Natalia Ginzburg: Todos os nossos ontens.

Pablo González Blasco Livros 1 Comment

Natalia Ginzburg: Todos os nossos ontens. Companhia das Letras . São Paulo. 2020. 328 págs.

Já conhecia Natalia Ginzburg de leituras anteriores, do Léxico Familiar, onde os detalhes -aparentemente corriqueiros e sem importância compõem uma bela sinfonia, delicada, atenta, repleta de carinho. Todos os Nossos Ontens são uma variedade sobre o mesmo tema. Em palavras de Ítalo Calvino, “seria como a versão romanceada do Léxico Familiar, já que o prazer da Natália é contar histórias de família que são, ou poderiam ser, nossas”

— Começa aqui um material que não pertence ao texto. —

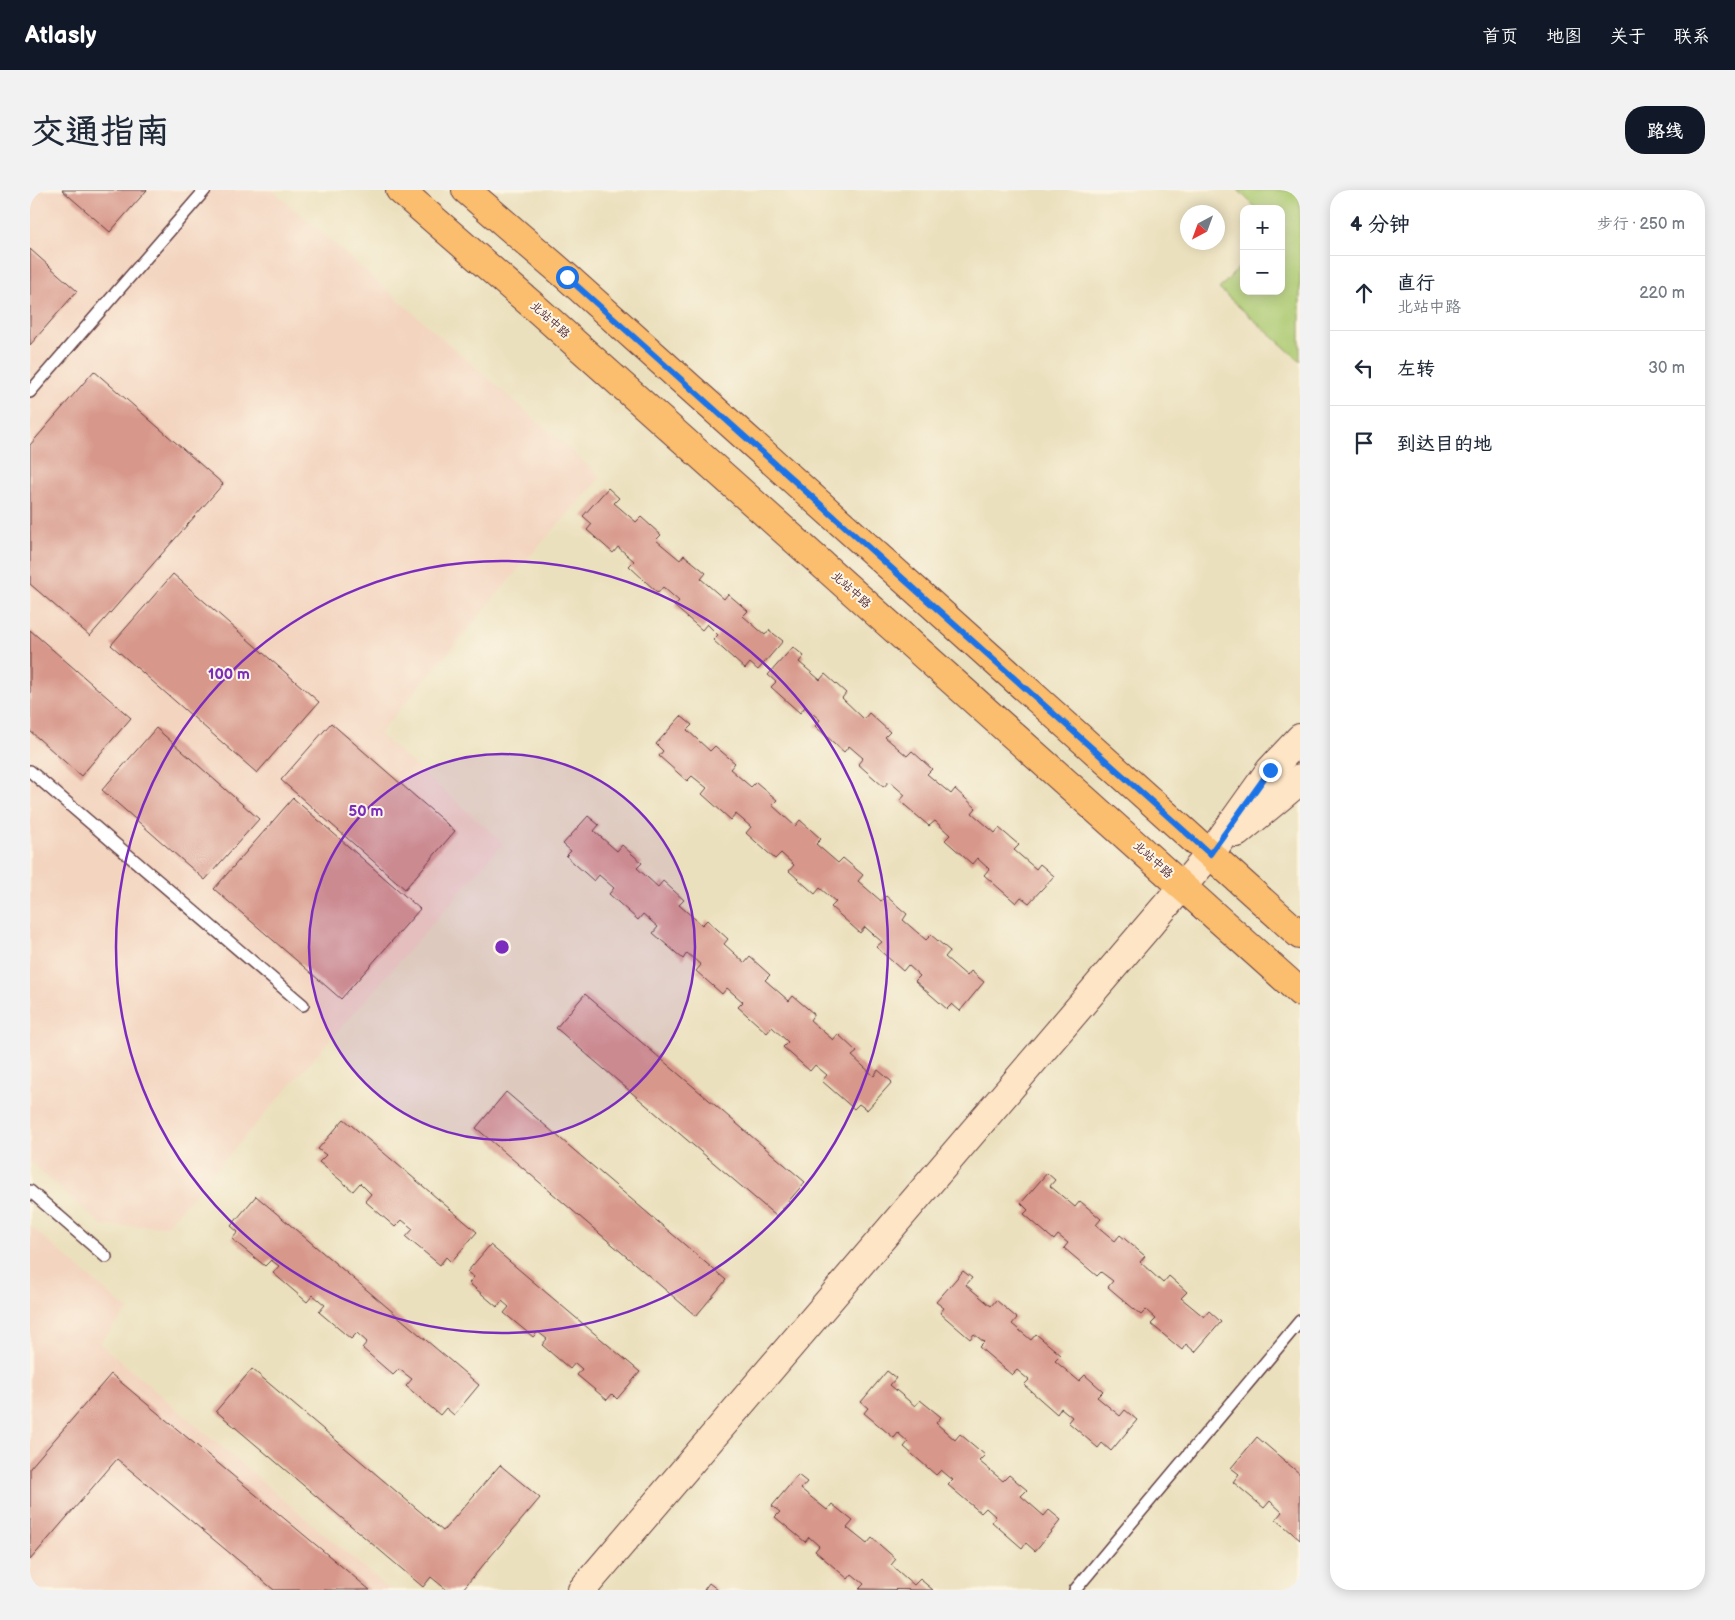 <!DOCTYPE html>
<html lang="zh">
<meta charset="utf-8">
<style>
:root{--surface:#fff;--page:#f2f2f3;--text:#1f2937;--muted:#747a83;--line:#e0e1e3;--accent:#111827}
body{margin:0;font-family:"Balsamiq Sans","LXGW WenKai TC",sans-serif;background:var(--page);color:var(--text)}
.controls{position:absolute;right:15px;top:15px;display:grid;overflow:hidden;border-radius:10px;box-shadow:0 2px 12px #0003}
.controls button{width:45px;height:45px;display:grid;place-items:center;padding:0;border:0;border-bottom:1px solid var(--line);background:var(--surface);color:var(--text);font:25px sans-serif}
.compass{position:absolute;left:1150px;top:15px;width:45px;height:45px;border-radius:50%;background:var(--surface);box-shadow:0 2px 12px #0003;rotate:221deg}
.stop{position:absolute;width:15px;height:15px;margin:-11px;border:4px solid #1a73e8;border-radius:50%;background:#fff}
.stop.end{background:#1a73e8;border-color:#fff;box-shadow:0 1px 5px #0008}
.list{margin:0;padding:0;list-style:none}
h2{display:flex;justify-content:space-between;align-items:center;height:65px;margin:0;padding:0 20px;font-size:21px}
h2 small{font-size:16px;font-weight:400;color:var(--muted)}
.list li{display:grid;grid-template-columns:32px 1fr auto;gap:15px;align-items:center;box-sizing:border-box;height:75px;padding:0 20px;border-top:1px solid var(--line)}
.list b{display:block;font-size:19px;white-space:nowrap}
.list p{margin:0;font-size:16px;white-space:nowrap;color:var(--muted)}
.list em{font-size:16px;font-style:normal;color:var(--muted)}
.icon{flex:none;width:28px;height:28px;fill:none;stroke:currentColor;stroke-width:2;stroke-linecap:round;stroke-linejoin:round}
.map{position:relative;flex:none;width:1270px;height:1400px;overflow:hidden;border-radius:20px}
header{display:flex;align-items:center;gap:30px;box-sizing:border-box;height:70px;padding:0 25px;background:var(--accent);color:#fff}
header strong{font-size:24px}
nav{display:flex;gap:28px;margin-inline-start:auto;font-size:18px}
.intro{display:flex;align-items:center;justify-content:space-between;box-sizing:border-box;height:120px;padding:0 30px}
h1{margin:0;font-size:35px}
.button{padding:12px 22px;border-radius:20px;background:var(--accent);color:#fff;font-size:18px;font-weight:700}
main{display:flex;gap:30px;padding:0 30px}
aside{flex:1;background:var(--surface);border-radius:20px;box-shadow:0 2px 12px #0003}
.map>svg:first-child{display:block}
.built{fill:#f3d4bf}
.green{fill:#aac970;stroke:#7a744e}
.building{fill:#d7978a}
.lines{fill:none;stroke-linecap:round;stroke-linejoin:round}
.lane-casing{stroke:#623c41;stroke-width:14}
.secondary-casing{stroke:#623c41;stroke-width:30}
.primary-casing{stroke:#623c41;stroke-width:30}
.lane{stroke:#fff;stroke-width:11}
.secondary{stroke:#fde5c5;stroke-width:28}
.primary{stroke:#fbbd6e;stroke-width:28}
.route{stroke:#1a73e8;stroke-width:6}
.ring{fill:none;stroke:#7b2cbf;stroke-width:2.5}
.labels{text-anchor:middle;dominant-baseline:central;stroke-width:4;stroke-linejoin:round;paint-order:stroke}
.street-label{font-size:12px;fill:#4a1f2b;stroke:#fcf5e5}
.centre{fill:#7b2cbf;stroke:#fcf5e5;stroke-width:2.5}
.ring-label{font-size:15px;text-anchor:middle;font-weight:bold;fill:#7b2cbf;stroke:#fcf5e5;stroke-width:4;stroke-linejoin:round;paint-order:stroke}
</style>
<header>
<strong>Atlasly</strong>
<nav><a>首页</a><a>地图</a><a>关于</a><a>联系</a></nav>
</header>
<div class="intro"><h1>交通指南</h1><a class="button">路线</a></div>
<main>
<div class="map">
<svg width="1270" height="1400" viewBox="0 0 1270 1400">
<rect width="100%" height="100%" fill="#fcf5e5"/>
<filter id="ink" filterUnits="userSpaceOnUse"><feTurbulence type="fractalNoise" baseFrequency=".02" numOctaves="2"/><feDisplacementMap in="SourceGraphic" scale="10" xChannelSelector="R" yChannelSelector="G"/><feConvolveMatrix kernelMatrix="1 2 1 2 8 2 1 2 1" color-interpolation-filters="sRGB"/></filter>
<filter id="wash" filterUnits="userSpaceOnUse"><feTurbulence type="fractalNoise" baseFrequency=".0096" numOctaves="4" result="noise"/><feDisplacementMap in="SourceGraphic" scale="20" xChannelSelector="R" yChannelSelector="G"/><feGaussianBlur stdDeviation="1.12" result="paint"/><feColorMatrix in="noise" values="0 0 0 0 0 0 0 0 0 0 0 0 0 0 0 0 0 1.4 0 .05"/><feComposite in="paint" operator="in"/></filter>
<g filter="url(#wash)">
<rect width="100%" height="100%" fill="#ebe0bd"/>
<g class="built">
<path d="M0,0H242L571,287L497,369L349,544L473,653L136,1036H73L0,972Z"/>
<path d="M0,1036L98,1120L69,1153L360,1400H0Z"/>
</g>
<path class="green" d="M1208,0H1270V171L1189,99L1214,72V101H1251V19H1227Z"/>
<g id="blocks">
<g class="building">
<path d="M32,0H117L80,42Z"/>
<path d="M0,59L47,101L0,155Z"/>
<path d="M64,181L193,294L60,446L0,394V255Z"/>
<path d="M578,298L589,308L584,313L606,332L611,327L631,345L626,350L650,370L654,365L676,383L671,389L694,409L698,404L718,421L713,426L735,445L739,440L753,451L728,480L720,473L715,479L683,450L688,445L677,434L672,440L644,416L649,411L633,397L628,403L599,376L604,371L588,357L583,363L557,340L562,334L553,326Z"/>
<path d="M143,384L289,512L227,583L81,455Z"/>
<path d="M0,440L101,528L51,586L0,541Z"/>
<path d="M763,457L774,466L769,472L790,490L795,484L816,503L812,508L834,529L839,523L860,542L855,547L877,566L882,561L902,579L897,584L921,604L925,599L946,618L942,623L965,643L969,638L989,655L984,660L1006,679L1010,674L1024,686L999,713L991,707L986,713L954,685L959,679L947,668L942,674L915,650L920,645L905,631L899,636L870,611L875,605L859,591L854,597L828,574L833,568L819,556L814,562L785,536L790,530L775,517L770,523L741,497L746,492L738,485Z"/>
<path d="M651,526L662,535L657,540L680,561L685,556L705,573L700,579L721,597L726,592L747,610L742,615L765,636L770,630L791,649L786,654L808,673L813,668L833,685L828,691L851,711L856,706L877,724L873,730L896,750L901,745L920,761L915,767L937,786L941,781L954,792L930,821L922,814L917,819L885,791L890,786L878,775L873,781L846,757L852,752L835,737L830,743L801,717L806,712L790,698L785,704L759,681L764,675L751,663L745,669L716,643L721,637L706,624L701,630L672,604L677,598L662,586L657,591L629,566L633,561L626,554Z"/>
<path d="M301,533L425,641L375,699L251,590Z"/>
<path d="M126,538L229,629L175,690L72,600Z"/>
<path d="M263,608L390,719L311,809L184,699Z"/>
<path d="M558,626L569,635L564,641L587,661L592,655L612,673L607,678L628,697L633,691L654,710L649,715L672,735L677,730L698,749L694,754L715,773L720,767L740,785L735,790L759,811L763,806L784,824L780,830L803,850L808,844L827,862L822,866L844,886L848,880L862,892L837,920L829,914L824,919L792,891L797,885L785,875L780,881L753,857L758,852L742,837L737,843L708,817L713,812L697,798L692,804L666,781L671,775L657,763L653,769L623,743L628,737L613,724L608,730L579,704L584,698L569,685L564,691L536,666L541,661L533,654Z"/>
<path d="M555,804L775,992L746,1026L526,838Z"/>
<path d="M476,902L696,1090L666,1126L446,938Z"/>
<path d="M314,929L447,1042L421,1072L416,1067L410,1075L376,1047L383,1039L372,1030L365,1037L335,1011L341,1004L330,993L323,1001L289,972L296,965L288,959Z"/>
<path d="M1017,983L1025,990L1020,996L1045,1017L1050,1011L1071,1029L1066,1035L1085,1051L1090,1045L1115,1066L1110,1072L1133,1093L1139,1086L1157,1102L1151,1108L1174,1127L1179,1121L1191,1132L1165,1162L1156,1154L1152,1160L1121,1134L1126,1129L1116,1120L1111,1125L1078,1097L1083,1091L1071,1082L1067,1086L1034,1058L1038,1053L1028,1045L1024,1050L994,1024L998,1020L991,1013Z"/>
<path d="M226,1006L449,1195L424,1225L416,1218L410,1225L376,1196L382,1189L369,1179L363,1185L332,1158L337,1152L327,1143L321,1149L289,1122L295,1115L283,1105L277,1112L243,1083L249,1076L241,1070L235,1076L202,1049L208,1042L201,1036Z"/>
<path d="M460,1055L610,1182L587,1209L582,1204L577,1210L547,1185L552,1179L545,1173L540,1179L512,1155L517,1149L508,1142L503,1147L474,1123L479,1117L472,1111L467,1117L439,1093L444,1087L437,1082Z"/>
<path d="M933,1081L942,1088L936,1095L961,1116L966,1110L987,1128L982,1134L1001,1150L1006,1144L1031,1165L1025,1171L1049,1191L1055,1185L1073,1201L1067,1207L1090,1226L1095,1220L1107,1230L1081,1261L1072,1253L1068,1258L1038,1232L1042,1227L1031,1218L1027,1224L994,1195L999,1190L987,1180L982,1185L949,1157L954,1152L944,1144L940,1149L910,1123L914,1118L906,1112Z"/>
<path d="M222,1179L413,1341L470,1275L510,1308L432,1400H417L401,1387L393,1397L186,1221Z"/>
<path d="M857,1181L866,1188L860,1195L885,1216L890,1210L911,1227L906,1233L925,1250L930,1244L955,1265L949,1271L973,1291L979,1285L997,1300L991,1306L1014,1326L1019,1320L1031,1330L1005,1361L996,1353L992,1358L962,1332L966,1327L956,1318L951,1323L918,1295L923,1290L911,1280L906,1285L874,1257L878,1252L868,1243L864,1248L834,1223L838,1218L831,1212Z"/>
<path d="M81,1184L340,1400H244L87,1269L0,1370V1278Z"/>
<path d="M1227,1247L1270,1284V1350L1246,1329L1252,1322L1240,1311L1234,1318L1203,1292L1209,1284L1201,1278Z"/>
<path d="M768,1285L777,1292L771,1299L797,1320L802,1314L823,1331L817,1338L837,1354L842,1348L866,1369L861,1375L884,1395L890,1389L903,1400L829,1399L834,1394L822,1384L818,1389L785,1361L789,1356L779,1347L775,1352L745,1327L750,1322L742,1316Z"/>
<path d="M679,1393L688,1400H674Z"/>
</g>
</g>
</g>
<g filter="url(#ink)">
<use href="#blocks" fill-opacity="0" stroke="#623c41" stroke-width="1"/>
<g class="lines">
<defs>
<g id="lane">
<path d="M0,202L175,0"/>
<path d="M0,581L273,815"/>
<path d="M0,1001L76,1067"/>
<path d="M1045,1400L1270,1131"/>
</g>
<g id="secondary">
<path d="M1207,643L1260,599L1270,588"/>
<path d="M552,1400L1180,664L1240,580L1270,548"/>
</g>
<g id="primary">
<path d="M370,0L508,120L1270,802"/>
<path d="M436,0L537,87L1270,745"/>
</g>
</defs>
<use href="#lane" class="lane-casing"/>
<use href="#secondary" class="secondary-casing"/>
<use href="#primary" class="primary-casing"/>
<use href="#lane" class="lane"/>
<use href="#secondary" class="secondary"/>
<use href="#primary" class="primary"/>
</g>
</g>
<g class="lines" filter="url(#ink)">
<path class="route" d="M537,87L1180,664L1240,580"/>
</g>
<circle cx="472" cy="757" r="193" fill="#7b2cbf" fill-opacity=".12"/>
<g class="ring">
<circle cx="472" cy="757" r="193"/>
<circle cx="472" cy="757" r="386"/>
</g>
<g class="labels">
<g class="street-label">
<text transform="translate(520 130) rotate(42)">北站中路</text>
<text transform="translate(821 400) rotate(42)">北站中路</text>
<text transform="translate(1123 670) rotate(42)">北站中路</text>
</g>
</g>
<circle cx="472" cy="757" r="8" class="centre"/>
<g class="ring-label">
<text x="199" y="489">100 m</text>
<text x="336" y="626">50 m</text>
</g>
</svg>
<div class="controls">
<button>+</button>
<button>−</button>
</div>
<svg class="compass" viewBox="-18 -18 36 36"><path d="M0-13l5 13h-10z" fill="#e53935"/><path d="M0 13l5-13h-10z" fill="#747a83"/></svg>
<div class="stop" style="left:537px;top:87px"></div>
<div class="stop end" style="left:1240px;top:580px"></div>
</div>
<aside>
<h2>4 分钟<small>步行 · 250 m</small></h2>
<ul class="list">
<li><svg class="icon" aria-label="ahead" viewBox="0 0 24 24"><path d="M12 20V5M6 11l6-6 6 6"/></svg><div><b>直行</b><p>北站中路</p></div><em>220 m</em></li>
<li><svg class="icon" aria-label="left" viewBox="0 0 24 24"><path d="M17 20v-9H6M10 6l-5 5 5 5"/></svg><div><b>左转</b></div><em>30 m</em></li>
<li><svg class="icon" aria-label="arrive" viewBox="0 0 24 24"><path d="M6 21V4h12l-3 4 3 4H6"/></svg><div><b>到达目的地</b></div></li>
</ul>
</aside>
</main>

No prologo da edição espanhola -que era a que tinha mais à mão para ler- encontro estas palavras que não resisto a copiar: “Imagino Natalia Ginzburg imaginando a atmosfera de Todos os nossos ontens. Como uma casa de bonecas – aquela pequena construção, dividida em duas, que imita a vida real em pequena escala. Como é simples a prosa de Natalia Ginzburg, como se com nossas palavras – as da conversa, as do segredo – ela entrelaçara as suas histórias. Quão complexo, ao mesmo tempo, é quando se trata de entrelaçar vários romances diferentes – o emocional, o social – no mesmo romance. O importante acontece neste romance do mesmo modo que a vida: de repente. Nenhum alarme soa e avisa o leitor quando uma morte quebra ou destrói sua vida”.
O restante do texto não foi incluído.